Top of GIVEN DATA

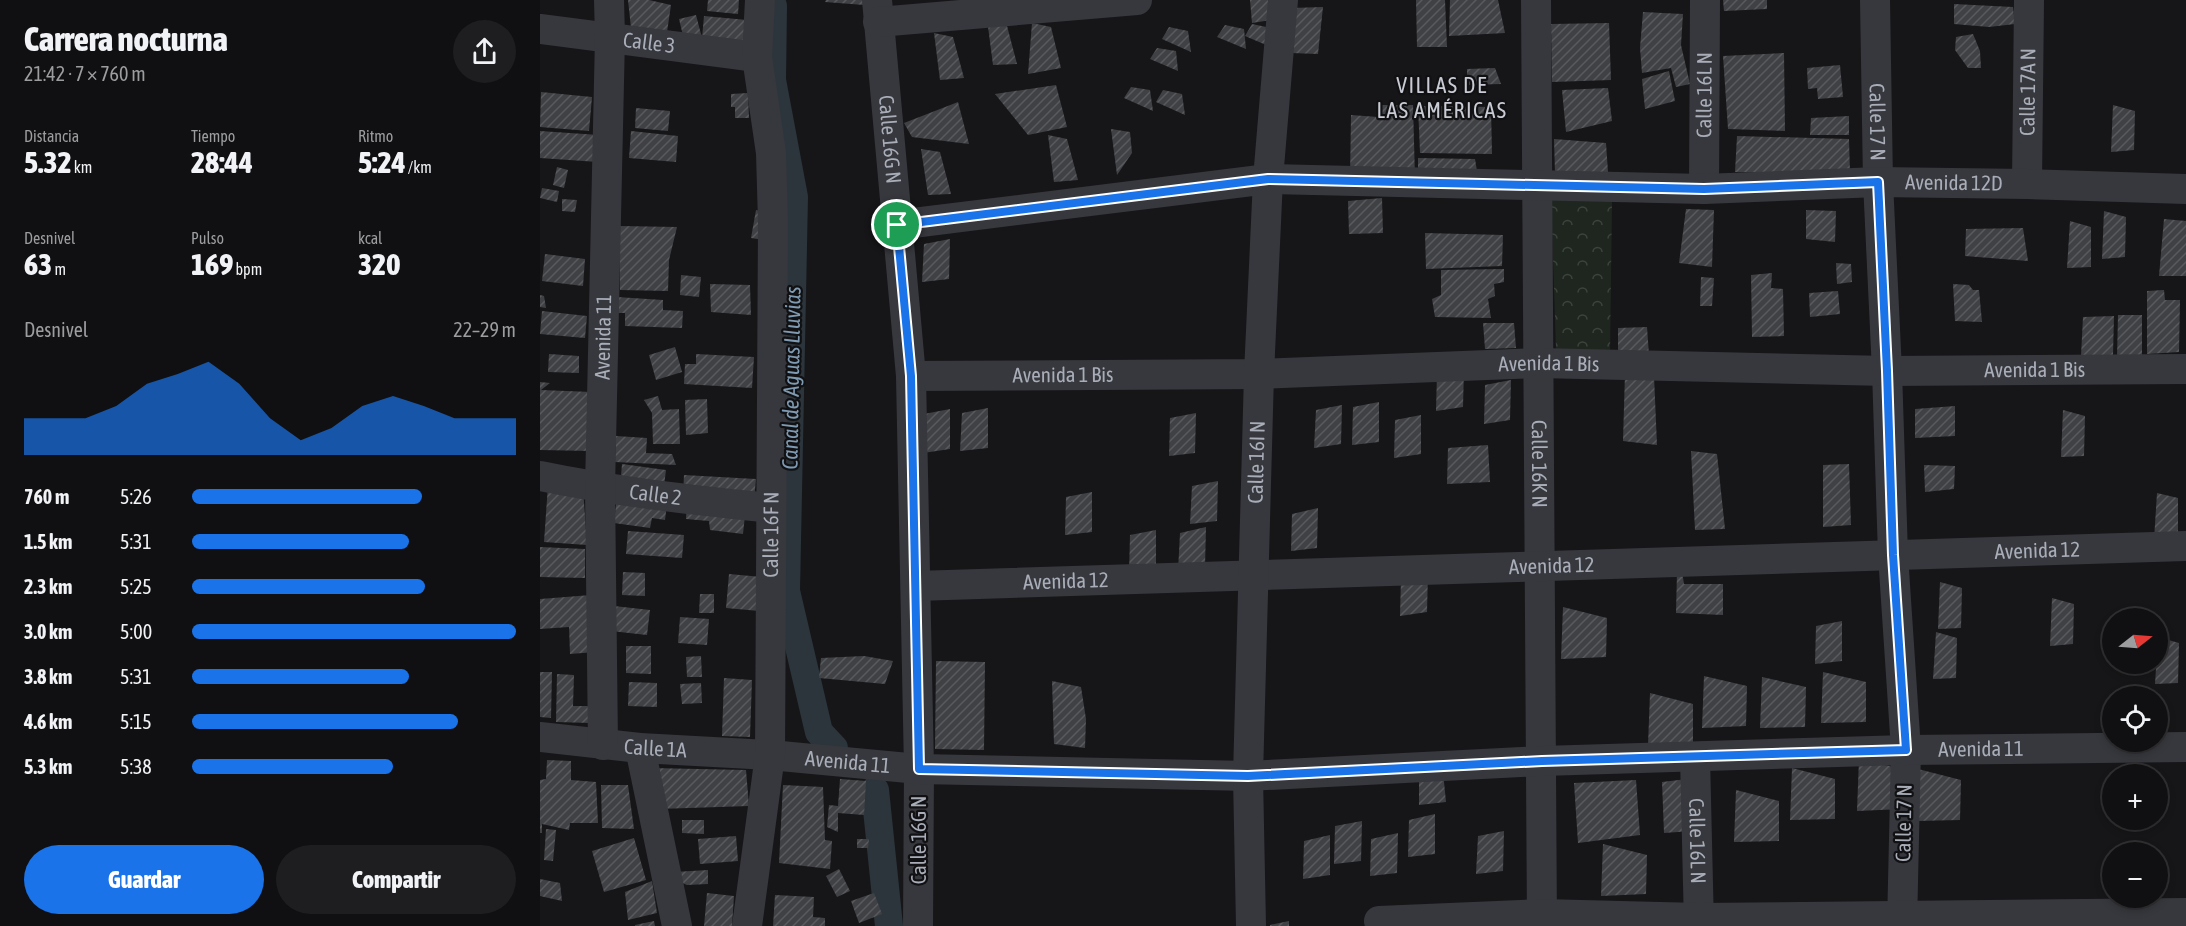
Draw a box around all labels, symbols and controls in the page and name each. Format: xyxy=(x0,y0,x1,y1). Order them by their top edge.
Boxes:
text: Carrera nocturna xyxy=(24,20,228,58)
button: share xyxy=(453,20,516,83)
street label: Calle 3 xyxy=(622,27,677,57)
street label: Calle 17A N xyxy=(2015,48,2039,136)
street label: Calle 16L N xyxy=(1691,52,1716,138)
text: 21:42 · 7 × 760 m xyxy=(24,62,146,85)
district label: VILLAS DE LAS AMÉRICAS xyxy=(1377,72,1507,123)
street label: Calle 17 N xyxy=(1865,83,1891,161)
street label: Calle 16G N xyxy=(875,94,907,185)
text: Distancia xyxy=(24,127,79,145)
text: Tiempo xyxy=(191,127,235,145)
text: Ritmo xyxy=(358,127,393,145)
text: 5.32 xyxy=(24,145,72,179)
text: 28:44 xyxy=(191,145,253,179)
text: 5:24 xyxy=(358,145,406,179)
text: km xyxy=(72,158,92,176)
text: /km xyxy=(406,158,432,176)
street label: Avenida 12D xyxy=(1905,169,2003,195)
pin xyxy=(871,199,922,250)
icon: arrive xyxy=(880,208,913,241)
text: Desnivel xyxy=(24,229,75,247)
text: Pulso xyxy=(191,229,224,247)
text: kcal xyxy=(358,229,382,247)
text: 63 xyxy=(24,247,52,281)
text: 169 xyxy=(191,247,233,281)
text: 320 xyxy=(358,247,400,281)
text: m xyxy=(52,260,66,278)
text: bpm xyxy=(233,260,262,278)
water label: Canal de Aguas Lluvias xyxy=(776,286,806,470)
street label: Avenida 11 xyxy=(589,294,615,380)
text: Desnivel xyxy=(24,318,88,341)
text: 22–29 m xyxy=(453,318,516,341)
street label: Avenida 1 Bis xyxy=(1498,350,1600,376)
street label: Avenida 1 Bis xyxy=(1984,357,2085,381)
street label: Avenida 1 Bis xyxy=(1012,362,1114,386)
street label: Calle 16I N xyxy=(1242,420,1269,504)
street label: Calle 16K N xyxy=(1528,420,1552,508)
street label: Calle 2 xyxy=(628,479,683,509)
text: 760 m xyxy=(24,485,69,508)
text: 5:26 xyxy=(120,485,152,508)
street label: Calle 16F N xyxy=(758,491,782,578)
text: 1.5 km xyxy=(24,530,72,553)
text: 5:31 xyxy=(120,530,152,553)
street label: Avenida 12 xyxy=(1994,536,2081,563)
street label: Avenida 12 xyxy=(1508,552,1595,578)
street label: Avenida 12 xyxy=(1023,567,1109,594)
text: 2.3 km xyxy=(24,575,72,598)
text: 5:25 xyxy=(120,575,152,598)
north arrow xyxy=(2102,608,2168,674)
map controls xyxy=(2102,608,2168,908)
text: 3.0 km xyxy=(24,620,72,643)
text: 5:00 xyxy=(120,620,152,643)
text: 3.8 km xyxy=(24,665,72,688)
text: 5:31 xyxy=(120,665,152,688)
button: locate xyxy=(2102,686,2168,752)
text: 4.6 km xyxy=(24,710,72,733)
text: 5:15 xyxy=(120,710,152,733)
street label: Calle 1A xyxy=(623,733,688,762)
street label: Avenida 11 xyxy=(1938,736,2024,761)
street label: Avenida 11 xyxy=(804,745,892,777)
text: 5.3 km xyxy=(24,755,72,778)
text: 5:38 xyxy=(120,755,152,778)
button: + xyxy=(2102,764,2168,830)
street label: Calle 17 N xyxy=(1890,784,1916,862)
street label: Calle 16G N xyxy=(906,796,930,884)
street label: Calle 16L N xyxy=(1685,798,1711,884)
button: − xyxy=(2102,842,2168,908)
button: Guardar xyxy=(24,845,264,914)
button: Compartir xyxy=(276,845,516,914)

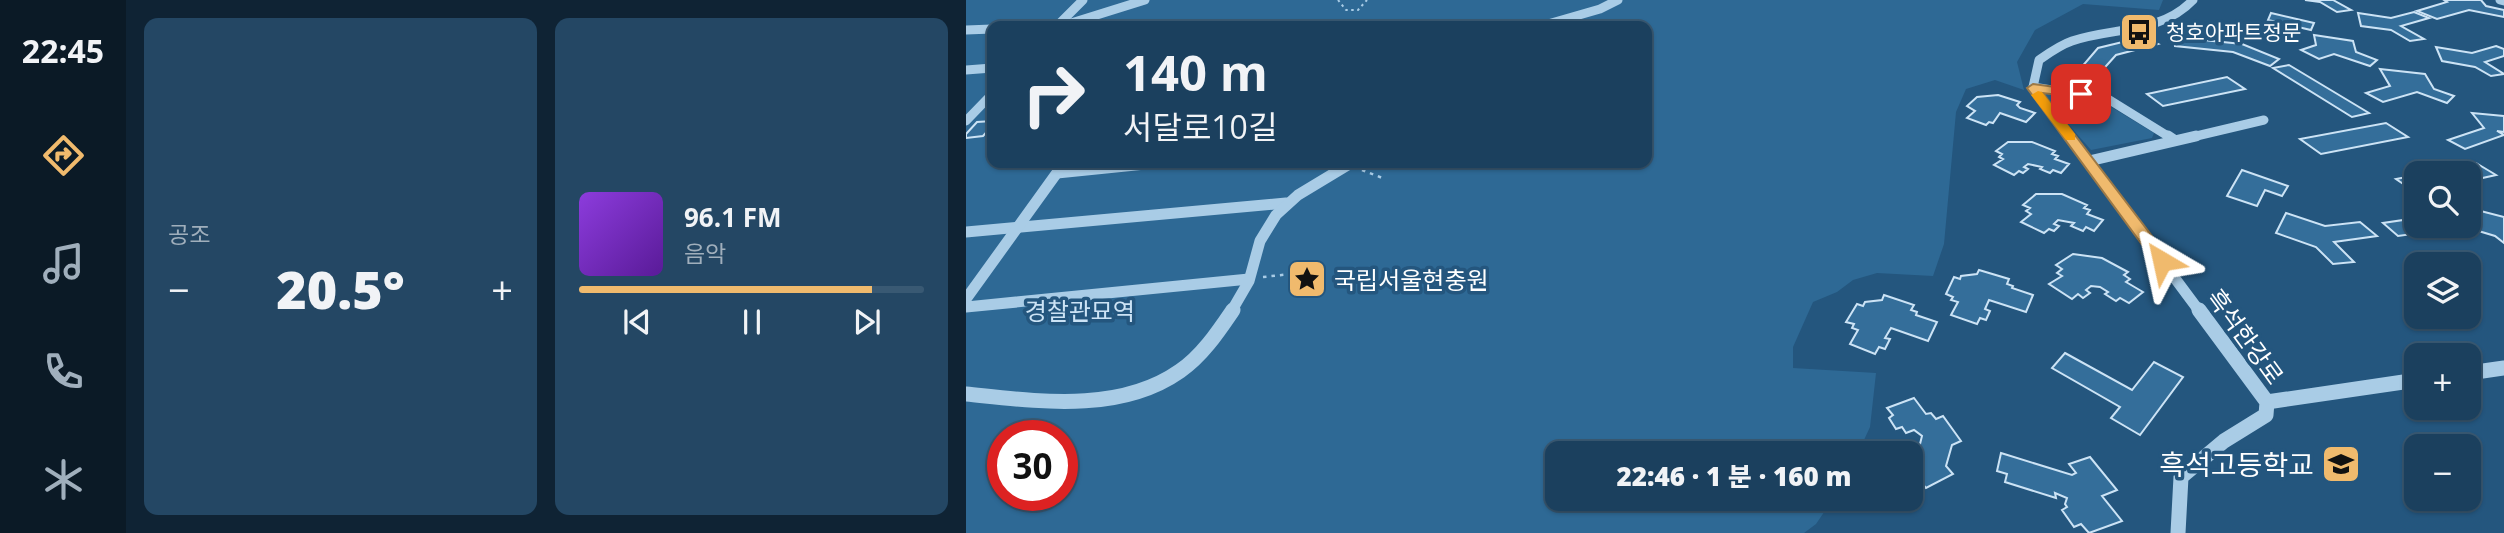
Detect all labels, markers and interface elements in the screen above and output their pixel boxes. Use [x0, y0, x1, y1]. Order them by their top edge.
bus stop icon: 청호아파트정문 [2118, 11, 2160, 53]
place label: 청호아파트정문 [2166, 18, 2301, 46]
text: 22:45 [22, 29, 104, 72]
text: 140 m [1123, 39, 1268, 105]
icon: right [1008, 49, 1099, 140]
pin [2051, 64, 2111, 124]
icon: arrive [2062, 75, 2100, 113]
text: 서달로10길 [1123, 105, 1277, 148]
icon: directions [39, 131, 88, 180]
map controls [2404, 161, 2481, 511]
button: search [2404, 161, 2481, 238]
text: 96.1 FM [684, 199, 782, 235]
text: 공조 [168, 218, 210, 250]
position arrow [2125, 224, 2199, 298]
text: 음악 [684, 237, 726, 269]
icon: music [39, 239, 88, 288]
button: layers [2404, 252, 2481, 329]
text: 20.5° [276, 253, 405, 324]
place icon: 국립서울현충원 [1286, 258, 1328, 300]
text: − [168, 263, 190, 315]
text: + [491, 263, 513, 315]
place label: 국립서울현충원 [1334, 263, 1489, 296]
street label: 흑석한강로 [2200, 282, 2292, 390]
park label: 경찰관묘역 [1025, 294, 1135, 327]
icon: previous [618, 303, 656, 341]
icon: pause [733, 303, 771, 341]
icon: next [848, 303, 886, 341]
button: + [2404, 343, 2481, 420]
icon: phone [39, 347, 88, 396]
speed limit sign: 30 [987, 420, 1078, 511]
button: − [2404, 434, 2481, 511]
school or university icon: 흑석고등학교 [2320, 443, 2362, 485]
place label: 흑석고등학교 [2159, 445, 2314, 483]
icon: climate [39, 455, 88, 504]
text: 22:46 · 1 분 · 160 m [1617, 458, 1851, 494]

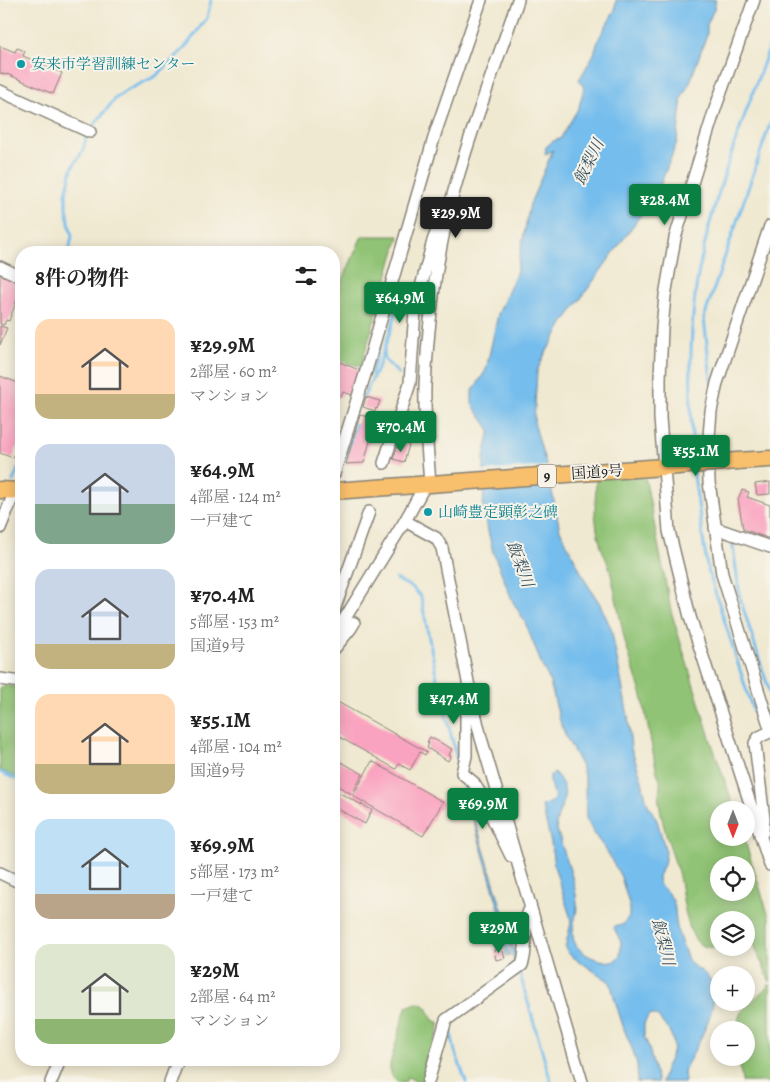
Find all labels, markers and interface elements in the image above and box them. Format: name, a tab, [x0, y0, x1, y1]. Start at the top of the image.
place label: 安来市学習訓練センター	[31, 54, 195, 74]
marker: 安来市学習訓練センター	[15, 58, 27, 70]
water label: 飯梨川	[569, 134, 610, 188]
pin: ¥28.4M	[624, 184, 706, 226]
text: ¥28.4M	[640, 189, 690, 211]
pin: ¥29.9M	[415, 196, 497, 239]
text: ¥29.9M	[431, 202, 481, 224]
icon: filters	[292, 262, 320, 290]
text: 8件の物件	[35, 264, 129, 292]
pin: ¥64.9M	[359, 282, 441, 324]
text: ¥64.9M	[375, 287, 425, 309]
text: ¥29.9M	[190, 331, 255, 359]
icon: home	[75, 339, 135, 399]
text: 2部屋 · 60 m²	[190, 361, 277, 383]
text: マンション	[190, 385, 269, 407]
pin: ¥70.4M	[360, 410, 442, 453]
text: ¥70.4M	[376, 416, 426, 438]
pin: ¥55.1M	[655, 434, 737, 477]
text: ¥55.1M	[673, 440, 719, 462]
text: ¥64.9M	[190, 456, 255, 484]
street label: 国道9号	[570, 460, 624, 484]
icon: home	[75, 464, 135, 524]
road number: 9	[538, 464, 556, 488]
text: 4部屋 · 124 m²	[190, 486, 281, 508]
place label: 山崎豊定顕彰之碑	[438, 502, 558, 522]
marker: 山崎豊定顕彰之碑	[422, 506, 434, 518]
text: 一戸建て	[190, 510, 254, 532]
water label: 飯梨川	[501, 538, 539, 592]
text: ¥70.4M	[190, 581, 255, 609]
icon: home	[75, 589, 135, 649]
text: 5部屋 · 153 m²	[190, 611, 279, 633]
text: 国道9号	[190, 635, 245, 657]
pin: ¥47.4M	[413, 682, 495, 725]
text: ¥47.4M	[430, 688, 478, 710]
text: ¥55.1M	[190, 706, 251, 734]
icon: home	[75, 714, 135, 774]
text: 4部屋 · 104 m²	[190, 736, 282, 758]
text: 国道9号	[190, 760, 245, 782]
pin: ¥69.9M	[442, 788, 524, 830]
text: ¥69.9M	[458, 793, 508, 815]
north arrow	[710, 801, 755, 846]
map controls	[710, 801, 755, 1066]
text: ¥69.9M	[190, 831, 255, 859]
icon: home	[75, 839, 135, 899]
button: locate	[710, 856, 755, 901]
text: 5部屋 · 173 m²	[190, 861, 279, 883]
text: 一戸建て	[190, 885, 254, 907]
button: layers	[710, 911, 755, 956]
pin: ¥29M	[469, 912, 529, 954]
water label: 飯梨川	[647, 916, 680, 970]
text: ¥29M	[480, 917, 518, 939]
text: ¥29M	[190, 956, 240, 984]
icon: home	[75, 964, 135, 1024]
button: +	[710, 966, 755, 1011]
text: 2部屋 · 64 m²	[190, 986, 276, 1008]
text: マンション	[190, 1010, 269, 1032]
button: −	[710, 1021, 755, 1066]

Bottom of GIVEN DATA

EXERCISE DETAILS: Please count the lines in the data that include the word "Format" and report the number by itself.

RESPONSE: 2